There is no one size fits all answer on pricing, however the factors are all familiar to IT managers and procurement departments. The cost of modeling Linked Data and hosting it is based on several components including:

  1. Time required to remodel data, typically measured in several weeks;
  2. Frequency and size of updates;
  3. Access, including query volume;
  4. Applications (if applicable) based on Linked Data sets.

Technology teams accustomed to managing hardware, networking, and service level agreements for traditional 3 tier applications will understand similar components to hosting a Linked Data service.

Hosting is quickly becoming commoditized in terms of pricing. The value proposition should focus more on the service level agreement, patches and upgrades, security and other features that are vital to any production data or application service.

Data consisting of millions of rows in a relational database is typically easy and inexpensive to host. There are economies of scale, hosting more data sets is not necessarily proportionally more expensive.

The value proposition in using Linked Data not on the lower cost to host the data (RDF triples), however, the ability to provide high availability production managed services using Linked Data.

There are software-as-a-service options which provide an easy scalable option in the early stages while enabling analysis of medium to long-term possibilities as the profile of the data and its use is established.

c) What is the cost of putting up a new version of the data?

This is dependent on the quantity of data, quality of modeling, frequency and size of updates, plus the ability of the chosen store to take live updates. The cost is often negligible and included in the cost of a hosting contract.

Once the data is properly modeled, scripts are run to automatically convert data to Linked Data (as RDF triples) on a routine basis (e.g., hourly, daily, weekly, etc)

What about costs with a Linked Data approach?

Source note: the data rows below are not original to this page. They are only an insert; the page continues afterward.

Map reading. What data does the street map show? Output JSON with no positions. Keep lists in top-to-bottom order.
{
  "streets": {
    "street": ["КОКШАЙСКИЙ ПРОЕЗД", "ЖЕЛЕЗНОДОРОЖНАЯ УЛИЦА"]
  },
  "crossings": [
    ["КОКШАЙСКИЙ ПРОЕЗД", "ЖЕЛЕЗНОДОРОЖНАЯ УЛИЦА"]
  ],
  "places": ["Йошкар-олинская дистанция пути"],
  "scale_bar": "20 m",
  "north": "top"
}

Traditional data warehouse projects require significant upfront coordination. The cost of vocabulary creation and/or schema alignment, creating data dictionaries and building applications involves teams of typically 6-12 analysts, data modelers, programmers and security specialists. By comparison, Linked Data applications are typically modeled within a 30 day sprint and applications can be created in hours. With emerging tools that are commercially supported, developers can host Linked Data applications on the cloud. Thus, within two months a reasonably complex data set can modeled, converted as Linked Data, and made available with powerful navigation and visualization features in less than two months on average.

I’ve heard that in the future, graph data may make relational data bases obsolete. Is that true? Please explain.

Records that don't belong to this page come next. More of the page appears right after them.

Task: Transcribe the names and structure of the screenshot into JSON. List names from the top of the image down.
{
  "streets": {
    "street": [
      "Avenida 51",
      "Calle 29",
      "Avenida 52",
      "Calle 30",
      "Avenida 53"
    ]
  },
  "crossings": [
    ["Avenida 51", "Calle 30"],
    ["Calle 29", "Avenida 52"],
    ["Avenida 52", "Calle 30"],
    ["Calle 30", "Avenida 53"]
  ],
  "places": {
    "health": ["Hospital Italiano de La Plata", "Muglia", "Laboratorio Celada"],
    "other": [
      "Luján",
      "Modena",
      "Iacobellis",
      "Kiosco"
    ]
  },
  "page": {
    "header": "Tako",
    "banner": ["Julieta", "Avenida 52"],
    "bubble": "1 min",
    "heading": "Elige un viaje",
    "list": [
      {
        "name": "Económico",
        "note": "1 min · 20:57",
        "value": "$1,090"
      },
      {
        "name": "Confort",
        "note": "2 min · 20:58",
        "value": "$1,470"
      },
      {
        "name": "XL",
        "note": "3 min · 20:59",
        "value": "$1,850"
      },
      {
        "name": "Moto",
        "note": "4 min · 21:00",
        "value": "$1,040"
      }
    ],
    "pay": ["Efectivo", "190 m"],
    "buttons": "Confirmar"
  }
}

No, that is not true. They are different tools for different jobs. Both are very necessary to managing data in the modern information technology landscape.

Relational databases are excellent at providing highly tuned access to structured, pre-defined data for typically pre-defined queries.  There will be a significant need for this for a long time to come; they will not be obsolete in the foreseeable future.  RDBMS are well suited for what they do well.

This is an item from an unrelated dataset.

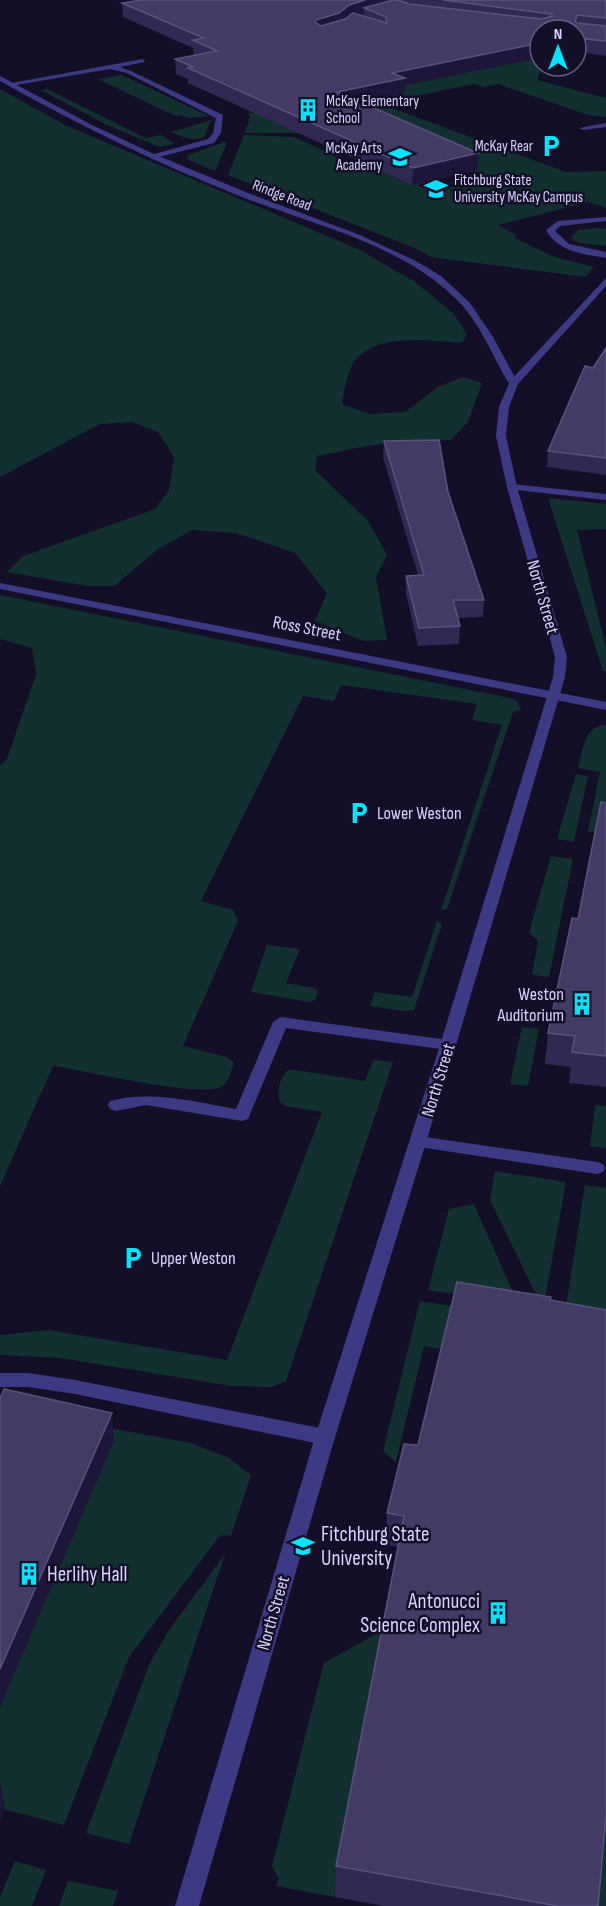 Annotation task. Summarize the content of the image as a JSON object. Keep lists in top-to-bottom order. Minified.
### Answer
{"streets":{"street":["Rindge Road","North Street","Ross Street"]},"crossings":[["Rindge Road","North Street"],["North Street","Ross Street"]],"places":{"building":["McKay Elementary School","Weston Auditorium","Herlihy Hall","Antonucci Science Complex"],"parking":["McKay Rear","Lower Weston","Upper Weston"],"school or university":["McKay Arts Academy","Fitchburg State University McKay Campus","Fitchburg State University"]},"north":"top"} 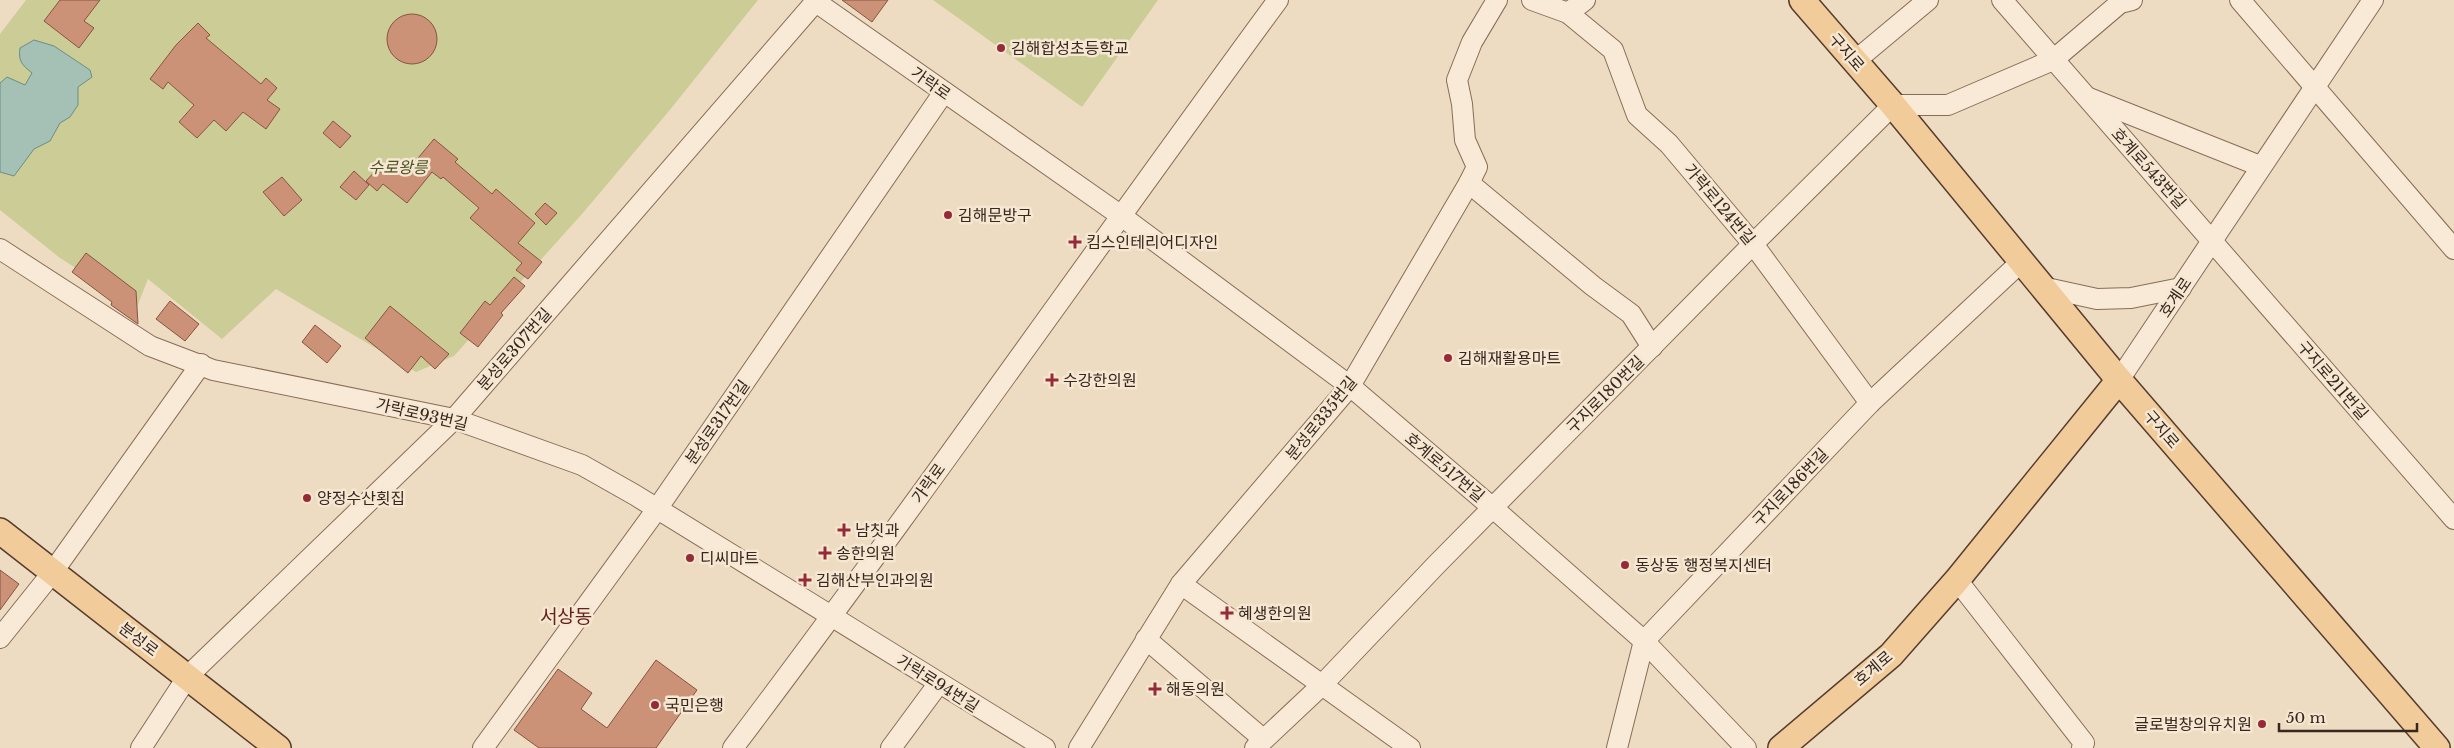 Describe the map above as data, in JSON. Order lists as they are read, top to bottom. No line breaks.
{"streets":{"main road":["구지로","호계로","분성로"],"street":["가락로","호계로543번길","가락로124번길","분성로307번길","구지로211번길","구지로180번길","가락로93번길","분성로335번길","분성로317번길","호계로517번길","구지로186번길","가락로94번길"]},"crossings":[["구지로","호계로"],["구지로","구지로180번길"],["구지로","구지로186번길"],["가락로","분성로307번길"],["가락로","가락로93번길"],["가락로","분성로317번길"],["가락로","호계로517번길"],["가락로","가락로94번길"],["호계로543번길","호계로"],["호계로543번길","구지로211번길"],["가락로124번길","구지로180번길"],["가락로124번길","구지로186번길"],["호계로","구지로211번길"],["분성로307번길","가락로93번길"],["분성로307번길","분성로"],["구지로180번길","호계로517번길"],["가락로93번길","분성로317번길"],["가락로93번길","가락로94번길"],["분성로335번길","호계로517번길"],["호계로517번길","구지로186번길"]],"districts":["서상동"],"parks":["수로왕릉"],"places":{"other":["김해합성초등학교","김해문방구","김해재활용마트","양정수산횟집","디씨마트","동상동 행정복지센터","국민은행","글로벌창의유치원"],"health":["킴스인테리어디자인","수강한의원","남칫과","송한의원","김해산부인과의원","혜생한의원","해동의원"]},"scale_bar":"50 m"}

Relational systems and applications built on relational databases, do not excel in handling data that is neither pre-defined in terms of model nor relationship. When you are exploring how data is inter-related, in order to learn about trends, patterns or things implicit in the data, is when you should consider a graph or Linked Data view of data. This is particularly relevant to intelligence applications, scientific research and many other types of applications where you don’t exactly know in advance what you are looking for.

Relational databases are difficult and expensive to combine. Linked Data approaches are making rapid inroads in areas where data must be combined from multiple relational databases. Again, relational databases and Linked Data complement each other in such scenarios.

We believe will continue to be a place for both relational- and graph-based data, both supporting each other both within the enterprise and externally via the World Wide Web, as Linked Data.

As a manager, should I consider developing in-house expertise to assist program SMEs with producing Linked Data? If I do, how can my organization assess the quality of what is being produced?

It is likely that your organization already has contractors and in-house staff familiar with the organization’s important data assets.  Familiarity with Linked Data tools and techniques will come with time and should not be considered daunting.

Once data is converted to RDF, there are Web based tools and interfaces to explore and view the data. One of the important features of Linked Data is that, developers can programmatically query the data through a SPARQL endpoint, allowing them to view the content. This is similar but more flexible to a “view” in SQL. SPARQL query capability can be locked down for use by only authenticated personnel, or can be made available more widely, depending upon the use case. There techniques that are identical to the validation process performed on relational data by developers and data curators.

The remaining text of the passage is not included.